Q006: A kindergarten teacher is introducing the letter “m.” She shows the letter,
states the sound /m/, and has students feel the vibration in their throats while
saying it. Which characteristic of effective phonics instruction does this
demonstrate?
A. Explicit and systematic
B. Analytic only
C. Implicit and incidental
D. Whole-to-part
ANSWER: A
Detailed Answer: Explicit instruction directly teaches letter-sound relationships
with clear modeling and guided practice. Systematic means following a logical
scope and sequence. Multisensory techniques (auditory, tactile) enhance memory
and are especially helpful for students with dyslexia (IDA, 2022).

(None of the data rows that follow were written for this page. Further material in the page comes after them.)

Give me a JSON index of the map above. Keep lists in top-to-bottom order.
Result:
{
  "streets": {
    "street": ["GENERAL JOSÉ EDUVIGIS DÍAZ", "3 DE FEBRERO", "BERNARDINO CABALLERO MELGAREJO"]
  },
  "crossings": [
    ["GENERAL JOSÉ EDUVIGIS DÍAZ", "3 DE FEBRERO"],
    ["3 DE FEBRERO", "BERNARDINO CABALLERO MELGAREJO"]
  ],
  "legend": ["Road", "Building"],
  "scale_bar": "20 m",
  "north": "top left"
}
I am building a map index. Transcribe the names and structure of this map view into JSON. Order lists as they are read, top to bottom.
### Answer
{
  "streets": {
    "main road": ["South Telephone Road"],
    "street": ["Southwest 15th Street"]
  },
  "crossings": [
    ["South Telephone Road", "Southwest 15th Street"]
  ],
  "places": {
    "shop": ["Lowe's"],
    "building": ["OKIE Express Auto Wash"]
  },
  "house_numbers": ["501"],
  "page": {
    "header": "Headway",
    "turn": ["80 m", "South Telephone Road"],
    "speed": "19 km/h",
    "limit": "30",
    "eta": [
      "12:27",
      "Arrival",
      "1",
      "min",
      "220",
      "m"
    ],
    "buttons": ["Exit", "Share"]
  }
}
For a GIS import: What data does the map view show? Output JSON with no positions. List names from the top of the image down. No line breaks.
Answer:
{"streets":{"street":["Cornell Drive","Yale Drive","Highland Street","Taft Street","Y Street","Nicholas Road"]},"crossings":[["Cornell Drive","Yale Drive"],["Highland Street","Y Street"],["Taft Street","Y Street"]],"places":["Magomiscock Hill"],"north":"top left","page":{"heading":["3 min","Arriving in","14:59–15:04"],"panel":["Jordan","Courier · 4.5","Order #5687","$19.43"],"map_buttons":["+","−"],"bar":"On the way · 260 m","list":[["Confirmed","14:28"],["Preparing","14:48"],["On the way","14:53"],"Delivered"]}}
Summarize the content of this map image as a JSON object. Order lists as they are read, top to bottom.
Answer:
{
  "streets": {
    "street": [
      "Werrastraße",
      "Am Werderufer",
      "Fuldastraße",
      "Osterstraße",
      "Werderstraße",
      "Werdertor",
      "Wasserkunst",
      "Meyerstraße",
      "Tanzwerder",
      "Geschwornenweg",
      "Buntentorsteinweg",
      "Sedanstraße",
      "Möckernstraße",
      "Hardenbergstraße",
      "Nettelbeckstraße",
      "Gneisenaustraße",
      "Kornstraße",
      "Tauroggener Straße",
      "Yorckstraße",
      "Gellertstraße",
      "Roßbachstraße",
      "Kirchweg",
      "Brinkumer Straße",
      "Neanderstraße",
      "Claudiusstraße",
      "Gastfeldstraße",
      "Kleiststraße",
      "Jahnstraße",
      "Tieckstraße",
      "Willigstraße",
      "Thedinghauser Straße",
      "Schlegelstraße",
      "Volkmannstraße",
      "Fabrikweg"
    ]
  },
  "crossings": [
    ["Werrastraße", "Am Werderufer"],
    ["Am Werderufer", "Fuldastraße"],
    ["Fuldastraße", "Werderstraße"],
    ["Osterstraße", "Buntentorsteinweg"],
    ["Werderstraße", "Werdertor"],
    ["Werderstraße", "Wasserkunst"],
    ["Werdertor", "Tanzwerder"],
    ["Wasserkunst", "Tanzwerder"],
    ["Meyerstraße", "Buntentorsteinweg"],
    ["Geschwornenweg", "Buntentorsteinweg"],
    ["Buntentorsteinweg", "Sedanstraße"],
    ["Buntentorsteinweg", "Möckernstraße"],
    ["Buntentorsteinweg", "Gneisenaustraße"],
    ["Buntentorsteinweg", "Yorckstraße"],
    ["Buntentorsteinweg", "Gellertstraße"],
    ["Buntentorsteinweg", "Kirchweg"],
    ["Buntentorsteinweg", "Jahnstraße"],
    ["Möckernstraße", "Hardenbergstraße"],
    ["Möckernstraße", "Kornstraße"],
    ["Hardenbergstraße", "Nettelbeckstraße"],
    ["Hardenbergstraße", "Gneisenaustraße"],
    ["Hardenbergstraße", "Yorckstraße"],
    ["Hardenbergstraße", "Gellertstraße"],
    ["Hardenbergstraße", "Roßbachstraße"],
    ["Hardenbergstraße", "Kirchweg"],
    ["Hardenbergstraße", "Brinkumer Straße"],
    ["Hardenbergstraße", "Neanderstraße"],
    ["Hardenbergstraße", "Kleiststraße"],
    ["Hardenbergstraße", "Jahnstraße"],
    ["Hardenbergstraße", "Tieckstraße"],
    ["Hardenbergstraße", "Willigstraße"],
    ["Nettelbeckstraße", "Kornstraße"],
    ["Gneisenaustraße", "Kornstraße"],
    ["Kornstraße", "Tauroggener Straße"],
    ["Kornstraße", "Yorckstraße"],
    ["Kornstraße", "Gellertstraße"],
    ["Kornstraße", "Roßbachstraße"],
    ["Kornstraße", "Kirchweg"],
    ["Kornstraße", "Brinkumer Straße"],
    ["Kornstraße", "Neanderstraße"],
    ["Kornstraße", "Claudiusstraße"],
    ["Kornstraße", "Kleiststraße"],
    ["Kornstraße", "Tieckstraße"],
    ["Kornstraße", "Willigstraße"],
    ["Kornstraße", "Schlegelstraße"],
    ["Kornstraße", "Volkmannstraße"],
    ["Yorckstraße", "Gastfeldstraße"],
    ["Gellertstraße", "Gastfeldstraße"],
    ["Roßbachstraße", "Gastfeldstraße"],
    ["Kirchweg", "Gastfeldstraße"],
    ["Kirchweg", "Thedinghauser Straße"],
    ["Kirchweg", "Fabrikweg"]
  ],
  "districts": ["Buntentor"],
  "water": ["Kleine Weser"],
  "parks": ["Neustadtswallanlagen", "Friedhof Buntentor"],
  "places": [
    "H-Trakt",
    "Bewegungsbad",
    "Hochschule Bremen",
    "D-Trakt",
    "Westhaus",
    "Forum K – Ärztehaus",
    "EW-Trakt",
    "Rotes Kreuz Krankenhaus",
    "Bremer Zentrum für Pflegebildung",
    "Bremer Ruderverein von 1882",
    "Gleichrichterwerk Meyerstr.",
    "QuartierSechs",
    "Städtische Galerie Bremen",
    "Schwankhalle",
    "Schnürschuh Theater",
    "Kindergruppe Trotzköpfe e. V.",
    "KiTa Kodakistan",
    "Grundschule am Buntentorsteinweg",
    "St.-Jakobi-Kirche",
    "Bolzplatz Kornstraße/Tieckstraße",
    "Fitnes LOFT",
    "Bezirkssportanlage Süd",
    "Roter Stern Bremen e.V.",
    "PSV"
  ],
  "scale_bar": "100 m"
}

Q007: A first-grade teacher wants to build students’ oral language to support later
reading comprehension. Which activity is most effective?
A. Silent sustained reading
B. Rich interactive read-alouds with discussion
C. Worksheets on synonyms
D. Weekly spelling tests
ANSWER: B
Detailed Answer: Interactive read-alouds expose students to complex syntax and
vocabulary beyond decodable texts. Teacher-led discussion develops oral language,
background knowledge, and comprehension strategies—key predictors of later
reading success (Dickinson & Tabors, 2001).
Q008: A teacher administers a nonsense-word fluency (NWF) assessment. The
score measures which skill?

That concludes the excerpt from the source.